Sylvia, Howard Fast
Sylvia, janvier 2016, trad. anglais (USA) Lucile du Veyrier, 384 pages, 8,50 €
Ecrivain(s): Howard Fast Edition: Rivages/noir
Rompons une lance : un bandeau jaune du plus bel effet, signé d’un certain Hervé Le Corre, annonce : « Le premier roman noir féministe.

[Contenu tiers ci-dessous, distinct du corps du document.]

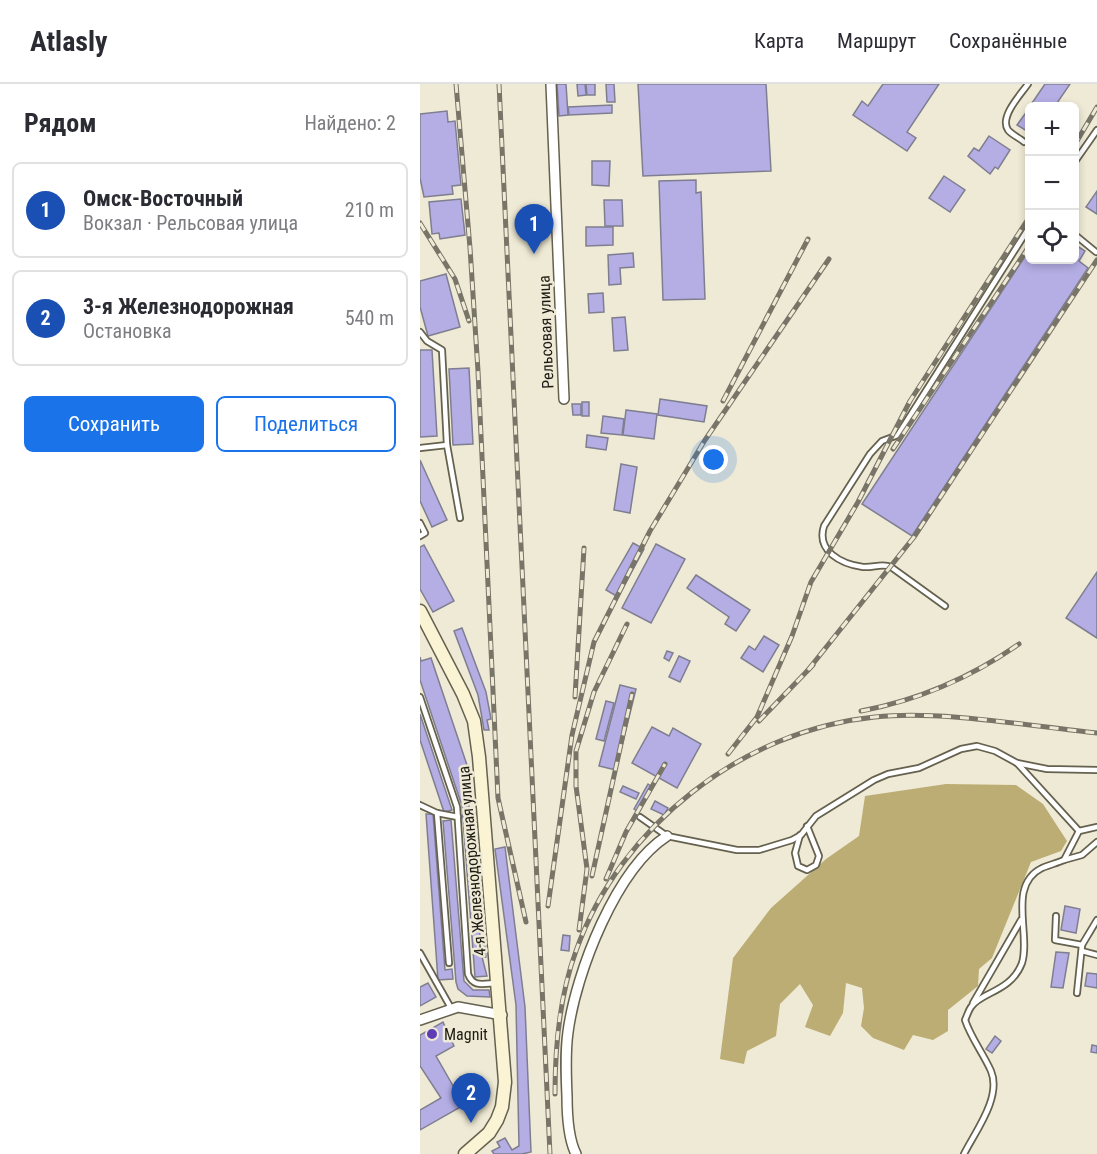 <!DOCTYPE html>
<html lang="ru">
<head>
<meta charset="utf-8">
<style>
  body { margin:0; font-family:"Roboto Condensed",sans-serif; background:#f7f7f7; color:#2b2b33 }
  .controls { position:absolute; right:18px; top:18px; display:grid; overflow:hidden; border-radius:9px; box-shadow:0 3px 9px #0003 }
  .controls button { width:54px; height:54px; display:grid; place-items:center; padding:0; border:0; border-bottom:2px solid #e1e1e2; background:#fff; color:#2b2b33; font:30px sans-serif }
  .you { position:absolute; left:294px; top:376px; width:21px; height:21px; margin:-15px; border:4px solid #fff; border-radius:50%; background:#1a73e8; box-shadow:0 0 0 9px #1a73e833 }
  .badge { display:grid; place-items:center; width:39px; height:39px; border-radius:50%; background:#1a73e8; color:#fff; font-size:20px; font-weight:700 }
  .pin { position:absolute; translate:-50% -50px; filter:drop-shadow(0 2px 3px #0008) }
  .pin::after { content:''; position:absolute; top:32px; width:21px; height:18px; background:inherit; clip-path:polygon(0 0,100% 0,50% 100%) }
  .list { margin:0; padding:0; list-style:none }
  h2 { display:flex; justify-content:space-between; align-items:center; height:78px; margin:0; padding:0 24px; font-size:26px }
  h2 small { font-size:20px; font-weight:400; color:#7c7c81 }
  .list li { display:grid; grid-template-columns:39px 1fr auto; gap:18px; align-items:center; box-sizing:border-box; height:96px; margin:0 12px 12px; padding:0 12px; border:2px solid #e1e1e2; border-radius:9px }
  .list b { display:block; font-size:22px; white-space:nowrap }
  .list p { margin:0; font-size:20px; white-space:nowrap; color:#7c7c81 }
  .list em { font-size:20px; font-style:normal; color:#7c7c81 }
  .actions { display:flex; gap:12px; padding:18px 24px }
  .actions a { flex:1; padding:14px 0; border:2px solid #1a73e8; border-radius:9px; text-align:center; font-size:21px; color:#1a73e8 }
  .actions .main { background:#1a73e8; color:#fff }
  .icon { flex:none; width:33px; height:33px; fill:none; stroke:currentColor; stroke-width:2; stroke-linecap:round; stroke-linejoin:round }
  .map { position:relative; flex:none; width:677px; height:1070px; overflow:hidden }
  header { display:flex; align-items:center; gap:36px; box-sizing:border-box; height:84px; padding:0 30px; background:#fff; border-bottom:2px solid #e1e1e2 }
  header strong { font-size:28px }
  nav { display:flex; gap:33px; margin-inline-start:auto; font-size:21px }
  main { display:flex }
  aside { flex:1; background:#fff }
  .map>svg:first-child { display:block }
</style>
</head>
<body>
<header>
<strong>Atlasly</strong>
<nav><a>Карта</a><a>Маршрут</a><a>Сохранённые</a></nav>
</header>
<main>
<aside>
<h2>Рядом<small>Найдено: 2</small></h2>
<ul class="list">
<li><span class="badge" style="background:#1a4fb4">1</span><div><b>Омск-Восточный</b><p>Вокзал · Рельсовая улица</p></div><em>210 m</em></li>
<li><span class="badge" style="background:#1a4fb4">2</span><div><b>3-я Железнодорожная</b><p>Остановка</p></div><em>540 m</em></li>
</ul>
<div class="actions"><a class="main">Сохранить</a><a>Поделиться</a></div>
</aside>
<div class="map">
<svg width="677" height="1070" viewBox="0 0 677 1070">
  <rect width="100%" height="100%" fill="#efead5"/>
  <!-- forest -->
  <path fill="#bbad74" d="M526,700L596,701L623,720L647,757L641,767L611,778L572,874L559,885L558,902L528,926V947L513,956L493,951L484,966L453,954L441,942L444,924L442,904L426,899L423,929L410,952L385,943L393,921L380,900L360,920L356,952L327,967L324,980L300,975L313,874L351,824L406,775L439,752L445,712Z"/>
  <!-- building -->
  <g fill="#b4aee5" stroke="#7f7e90" stroke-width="1.5">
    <path d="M137,0H146L148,31L139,32Z"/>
    <path d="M157,0H165L166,11L158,12Z"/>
    <path d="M166,0H175V11H167Z"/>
    <path d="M186,0H194L195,18H187Z"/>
    <path d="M218,0H346L351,87L223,92Z"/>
    <path d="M463,0H519L487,48L496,54L487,67L433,31L442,17L448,22Z"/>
    <path d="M625,0H650L635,22H610Z"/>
    <path d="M192,21V29L149,31L148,23Z"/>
    <path d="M610,23V49L597,41Z"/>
    <path d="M27,27L28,38L35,37L41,101L32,102L33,110L4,113L0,94V30Z"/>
    <path d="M569,52L590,66L578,85L575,83L570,90L548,72L554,64L559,67Z"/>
    <path d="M172,77H190L189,102L172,101Z"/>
    <path d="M524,92L545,106L530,128L509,114Z"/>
    <path d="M276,96V109L281,108L285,215L243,216L239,97Z"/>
    <path d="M677,107V130L666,123Z"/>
    <path d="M41,115L45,151L20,155L19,149L12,150L9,118Z"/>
    <path d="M184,116H202L203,142H185Z"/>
    <path d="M166,143H193V161L166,162Z"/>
    <path d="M654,160L665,167L659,177L668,184L492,452L442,420L610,165V176H654Z"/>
    <path d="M213,169L214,183L200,184L201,200L189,201L188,171Z"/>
    <path d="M26,190L40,243L8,252L0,223V197Z"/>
    <path d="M183,209L184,228L169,229L168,210Z"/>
    <path d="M205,233L208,266L194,267L192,234Z"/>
    <path d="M0,266H12L17,352L0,353Z"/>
    <path d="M49,284L53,360L33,361L29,285Z"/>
    <path d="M240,315L287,322L284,338L238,331Z"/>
    <rect x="162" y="318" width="7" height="14"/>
    <path d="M152,320H161V331H153Z"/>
    <path d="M206,326L237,330L234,355L203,351Z"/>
    <path d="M183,332L204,335L202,351L181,349Z"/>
    <path d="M167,351L188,354L186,366L166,363Z"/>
    <path d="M0,376L27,436L12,443L0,417Z"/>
    <path d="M201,380L217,383L210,429L194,426Z"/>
    <path d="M213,459L224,465L198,513L186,506Z"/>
    <path d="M236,460L265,475L231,539L202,524Z"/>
    <path d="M4,461L34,517L13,528L0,505V463Z"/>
    <path d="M677,488V554L646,534Z"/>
    <path d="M276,491L330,526L316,547L305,540L309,533L267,504Z"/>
    <path d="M42,544L66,608L71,635L67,636L69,646H64L58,611L34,547Z"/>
    <path d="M344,552L359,561L343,588L321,574L329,562L335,566Z"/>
    <path d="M247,567L253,569L249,577L244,574Z"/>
    <path d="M259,572L270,577L260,598L249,593Z"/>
    <path d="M0,573L1,577L11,574L50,690L41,693L51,729H55L56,738H52V744H56L57,759H53L54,768H58L59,785L55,786L56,795H60L61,807H57L63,838H59L60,852H64L66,873H62L67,892L55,893L42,722L0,596Z"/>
    <path d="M200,601L216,605L196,686L179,682Z"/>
    <path d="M186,617L194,619L184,657L176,655Z"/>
    <path d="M0,630L32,726L24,728L0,656Z"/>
    <path d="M232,643L249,652L253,644L281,660L257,704L212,679Z"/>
    <path d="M228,700L231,702L217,727L214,725Z"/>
    <path d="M203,702L219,709L216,715L200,708Z"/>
    <path d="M235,717L248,724L244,731L231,725Z"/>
    <path d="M6,730H13L25,886L32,885L33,895L18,896Z"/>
    <path d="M31,736L44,897L53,906H69L70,913L47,912L38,905L36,898L23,737Z"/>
    <path d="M85,763L105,923L111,1068L102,1070H74L72,1067L80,1063L77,1058L85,1054L92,1066L99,1062L96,921L75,765Z"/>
    <path d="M645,822L660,825L656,849L641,846Z"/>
    <path d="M143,851L150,852L149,867L141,866Z"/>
    <path d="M636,868L649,869L643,904L631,903Z"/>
    <path d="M667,889L677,890V904L665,902Z"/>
    <path d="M8,899L16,913L0,922V903Z"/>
    <path d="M23,938L34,962L16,972L44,1021L0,1046V1026L21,1014L0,982V951Z"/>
    <path d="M575,952L581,957L572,969L566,965Z"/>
    <path d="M672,961L677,962V969L671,968Z"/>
  </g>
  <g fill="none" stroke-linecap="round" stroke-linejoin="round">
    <!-- service casing -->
    <g stroke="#65614f" stroke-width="8">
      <g id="service">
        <path d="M604,58C600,54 592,51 588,46C579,33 601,10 608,0"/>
        <path d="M654,79L677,46"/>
        <path d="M654,150L676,168"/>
        <path d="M0,248L7,257L22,266L27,361L40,434"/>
        <path d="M0,364L27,361"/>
        <path d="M0,439L5,449L0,452"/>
        <path d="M525,522L471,483C462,479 453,484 443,483C421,480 396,467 404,442L450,370L462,357L478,351L610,142"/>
        <path d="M0,613L37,723L48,890C53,903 62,900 75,899"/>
        <path d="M597,679L627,685L677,686"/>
        <path d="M0,721L17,729L29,879"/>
        <path d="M17,729L38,733"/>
        <path d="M220,733L247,752L317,766H339L372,756L381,751L396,732L454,696L468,690L499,684L541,665L557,662L575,667L597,679L659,747"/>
        <path d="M380,751L375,769L378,782L387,786L396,781L399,772L387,742"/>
        <path d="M644,776L662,771L677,758"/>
        <path d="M636,832L635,856L662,861"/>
        <path d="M662,867L677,871"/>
        <path d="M0,869L31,924"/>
        <path d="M657,909L662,861L677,836"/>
        <path d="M553,919L601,836"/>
        <path d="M544,1070C555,1048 582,1013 571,987C563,969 551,954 545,936C547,932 548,927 551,923C561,908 591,908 602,879C611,850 587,801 622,784C629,781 637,779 644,776L659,747L677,743"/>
      </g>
    </g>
    <!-- minor casing -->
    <g stroke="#65614f" stroke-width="12">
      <g id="minor">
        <path d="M131,0L144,315"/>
        <path d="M0,936L38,923L82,931"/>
        <path d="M156,1070C148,1054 147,1030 147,1012C146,990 145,969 148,948C156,888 196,785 247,752"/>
      </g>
    </g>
    <!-- secondary casing -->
    <g stroke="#65614f" stroke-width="15">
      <path id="secondary" d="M0,527L43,610L54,637L59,673L85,998L82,1023L77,1036L69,1049L45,1070"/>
    </g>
    <!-- service -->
    <use href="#service" stroke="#fff" stroke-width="4.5"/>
    <!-- minor -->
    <use href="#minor" stroke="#fff" stroke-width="9"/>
    <!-- secondary -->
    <use href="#secondary" stroke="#faf3d4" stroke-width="12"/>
    <!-- rail casing -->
    <g stroke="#787467" stroke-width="5">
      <g id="rail">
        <path d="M36,0L50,164L58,287L78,714L106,838"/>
        <path d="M79,0L130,1070"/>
        <path d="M654,62L677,23"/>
        <path d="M0,139L35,195L49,237"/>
        <path d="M303,317L388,155"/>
        <path d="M473,365L610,161"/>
        <path d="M388,586L494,453L677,176"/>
        <path d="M155,613L164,464"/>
        <path d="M441,627C499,616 550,594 599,560"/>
        <path d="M339,637L393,581"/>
        <path d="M308,670L337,633L372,552L391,498L438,418L490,317L610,132"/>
        <path d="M172,792L212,610"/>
        <path d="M186,795L206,748L245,680"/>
        <path d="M128,822L152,651L174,558L230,447L285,356L409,175"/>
        <path d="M159,846L167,785L156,702V667L174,608L207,540"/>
        <path d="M135,1010C135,962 139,913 156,867C200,742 323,646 455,633C521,626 609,642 677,649"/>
      </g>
    </g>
    <!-- rail -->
    <use href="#rail" stroke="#efead5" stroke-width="3" stroke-dasharray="9" stroke-linecap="butt"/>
  </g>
  <!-- markers -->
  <circle fill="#5c3db5" stroke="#efead5" stroke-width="2" cx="12" cy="950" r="6"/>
  <g text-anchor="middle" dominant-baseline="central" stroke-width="5" stroke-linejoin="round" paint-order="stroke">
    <!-- street labels -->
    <g font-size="16" fill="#1c1a13" stroke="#efead5">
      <text transform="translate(126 248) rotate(-92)">Рельсовая улица</text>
      <text transform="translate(52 777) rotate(-95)">4-я Железнодорожная улица</text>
    </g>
    <!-- poi labels -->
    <g font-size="16" fill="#1c1a13" stroke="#efead5" text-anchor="start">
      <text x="24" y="950">Magnit</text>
    </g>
  </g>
</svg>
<div class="controls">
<button>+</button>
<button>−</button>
<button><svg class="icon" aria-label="locate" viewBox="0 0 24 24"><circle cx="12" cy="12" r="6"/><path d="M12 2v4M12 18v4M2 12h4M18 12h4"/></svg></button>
</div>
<div class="you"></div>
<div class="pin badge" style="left:114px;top:170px;background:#1a4fb4">1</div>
<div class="pin badge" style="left:51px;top:1039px;background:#1a4fb4">2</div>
</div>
</main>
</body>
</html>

Classique et moderne à la fois ». Pour la deuxième proposition, rien à redire ; pour la première, par contre… Certes, le personnage féminin principal de ce roman est une femme devenue forte, voire puissante, qui est parvenue à se construire un univers matériel protecteur malgré les chausse-trappes de l’existence, mais cela ne fait pas de Sylvia une œuvre féministe, une œuvre militant pour un meilleur statut de la femme en général dans la société, voire pour l’égalité homme-femme ! De surcroît, si chaque roman noir nord-américain présentant une femme forte, parfois dominante, devait être qualifié de « féministe », Chandler et Hammett entre autres deviendraient rapidement des lectures indispensables pour les Femen – et on doute que ce soit le cas. Bref, la promotion d’un roman, aussi excellent soit-il, n’excuse en rien les amalgames anachroniques et les inexactitudes lexicales.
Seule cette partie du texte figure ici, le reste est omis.